Task
Nothing but the pictures gets dropped; retype every entry exactly.

Collected data
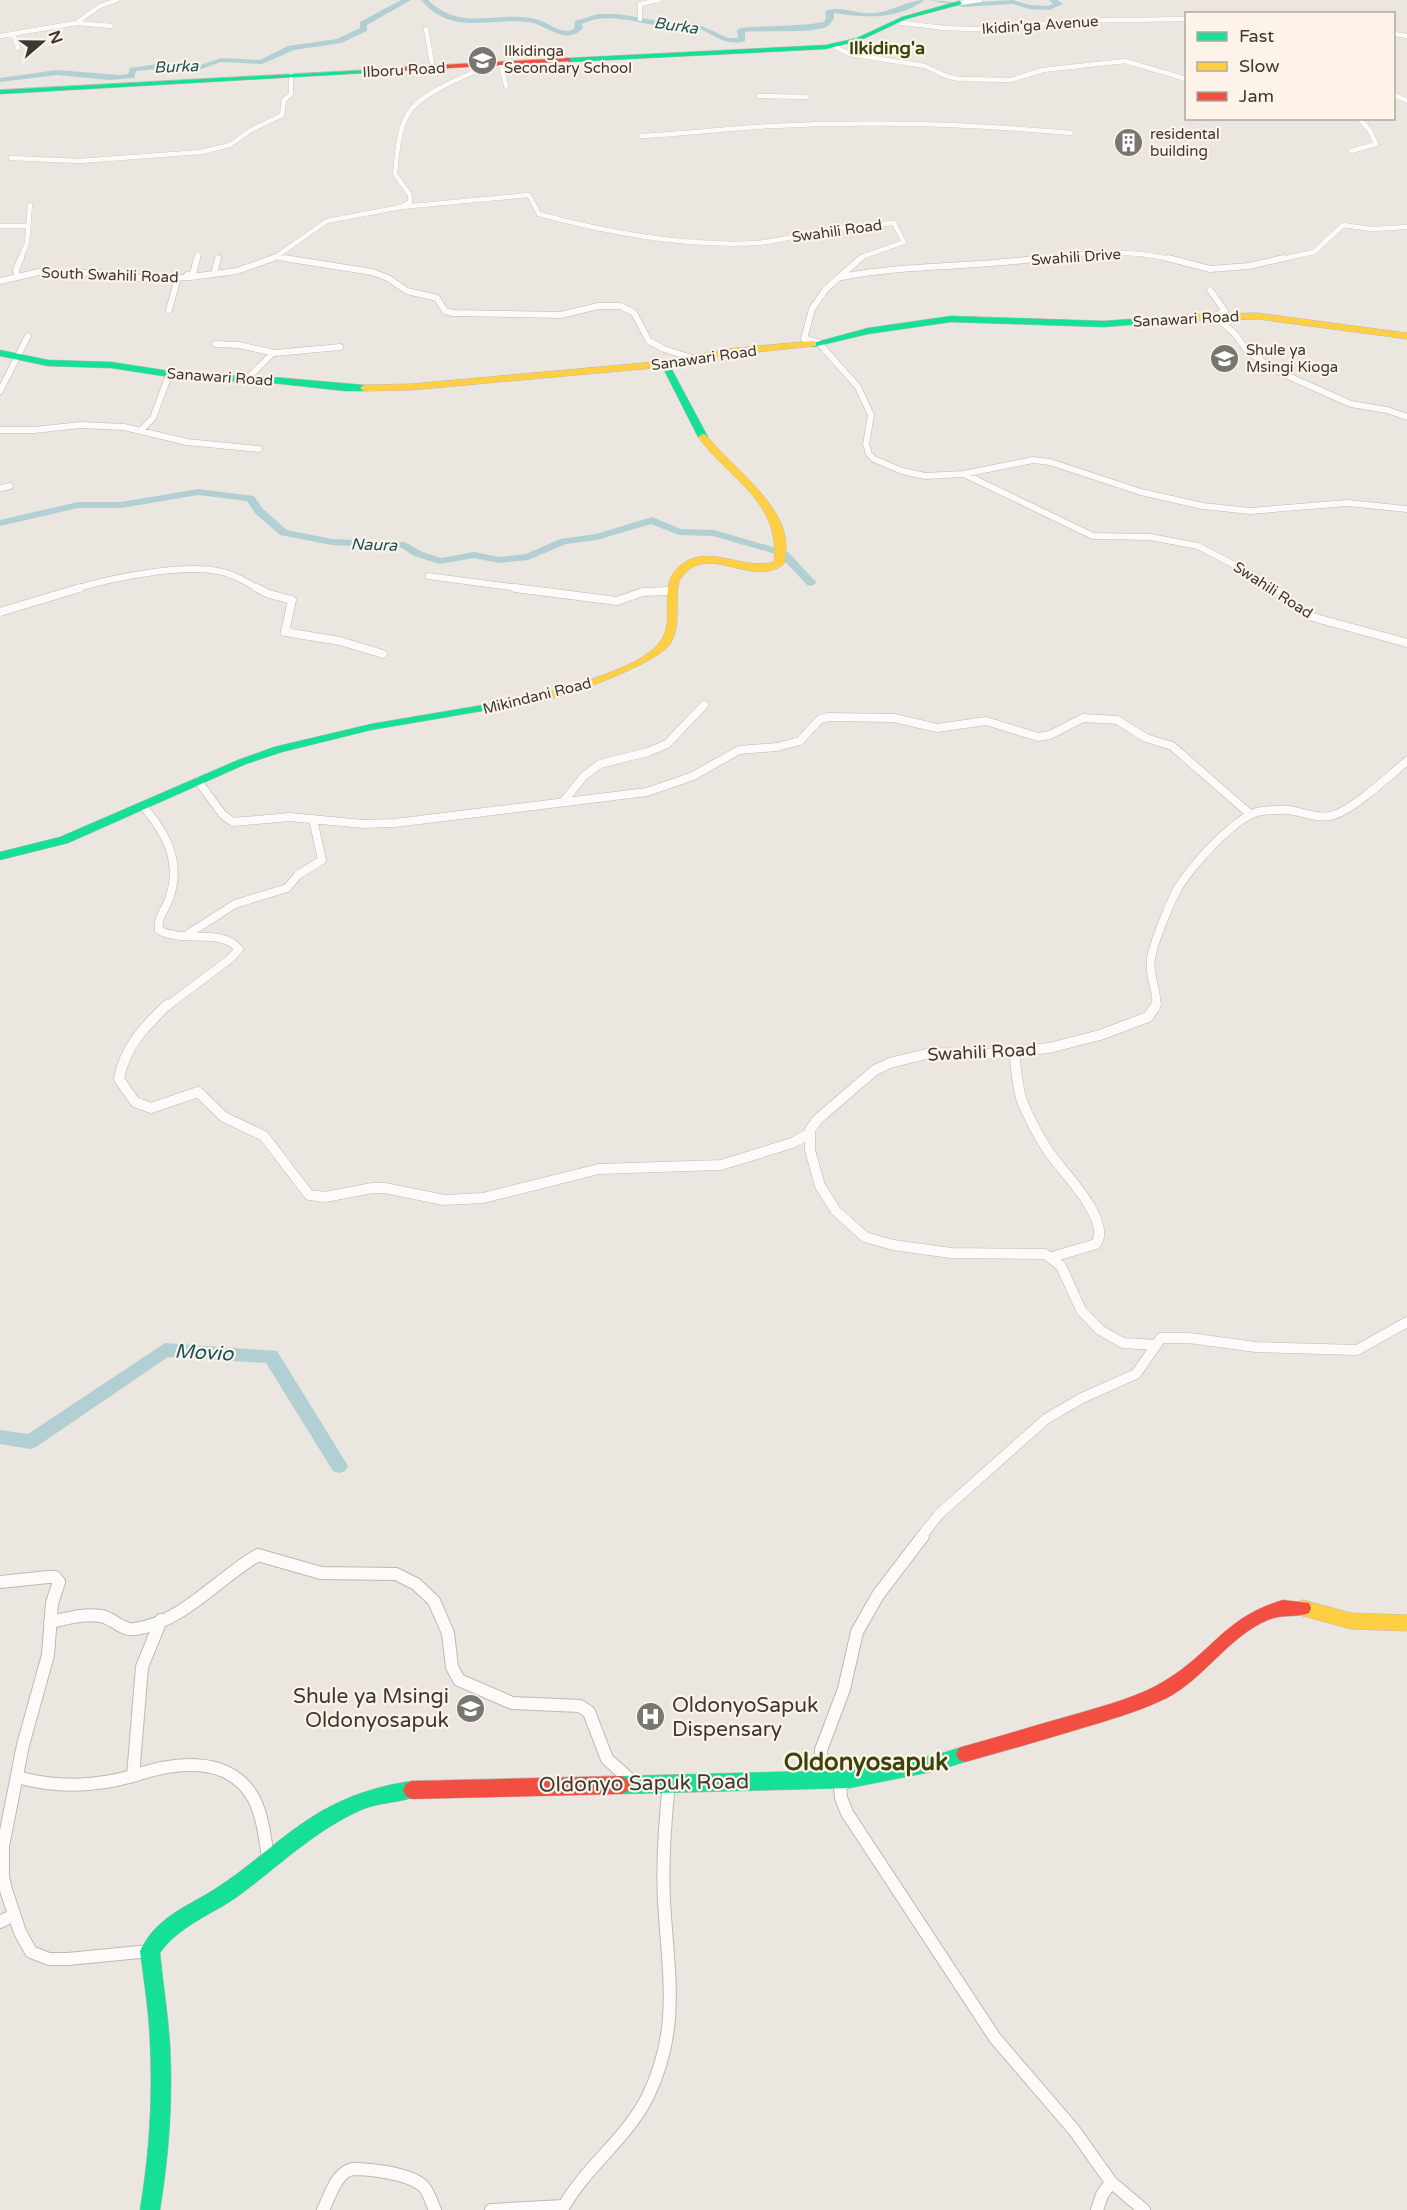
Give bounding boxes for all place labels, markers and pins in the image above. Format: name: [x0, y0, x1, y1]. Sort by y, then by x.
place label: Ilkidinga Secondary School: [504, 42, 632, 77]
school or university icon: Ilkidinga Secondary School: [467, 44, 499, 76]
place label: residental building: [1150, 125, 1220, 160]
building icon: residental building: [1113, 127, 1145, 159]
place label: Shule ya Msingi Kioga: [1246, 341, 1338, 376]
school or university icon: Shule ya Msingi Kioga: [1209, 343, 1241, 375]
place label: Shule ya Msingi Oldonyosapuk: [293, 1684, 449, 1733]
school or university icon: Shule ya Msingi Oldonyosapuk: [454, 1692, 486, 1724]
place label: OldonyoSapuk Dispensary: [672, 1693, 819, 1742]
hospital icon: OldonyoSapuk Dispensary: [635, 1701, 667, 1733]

Answer space
Give bounding boxes for all place labels, markers and pins in the image above. Format: name: [x0, y0, x1, y1]. Sort by y, then by x.
place label: Ilkidinga Secondary School: [504, 42, 632, 77]
school or university icon: Ilkidinga Secondary School: [467, 44, 499, 76]
place label: residental building: [1150, 125, 1220, 160]
building icon: residental building: [1113, 127, 1145, 159]
place label: Shule ya Msingi Kioga: [1246, 341, 1338, 376]
school or university icon: Shule ya Msingi Kioga: [1209, 343, 1241, 375]
place label: Shule ya Msingi Oldonyosapuk: [293, 1684, 449, 1733]
school or university icon: Shule ya Msingi Oldonyosapuk: [454, 1692, 486, 1724]
place label: OldonyoSapuk Dispensary: [672, 1693, 819, 1742]
hospital icon: OldonyoSapuk Dispensary: [635, 1701, 667, 1733]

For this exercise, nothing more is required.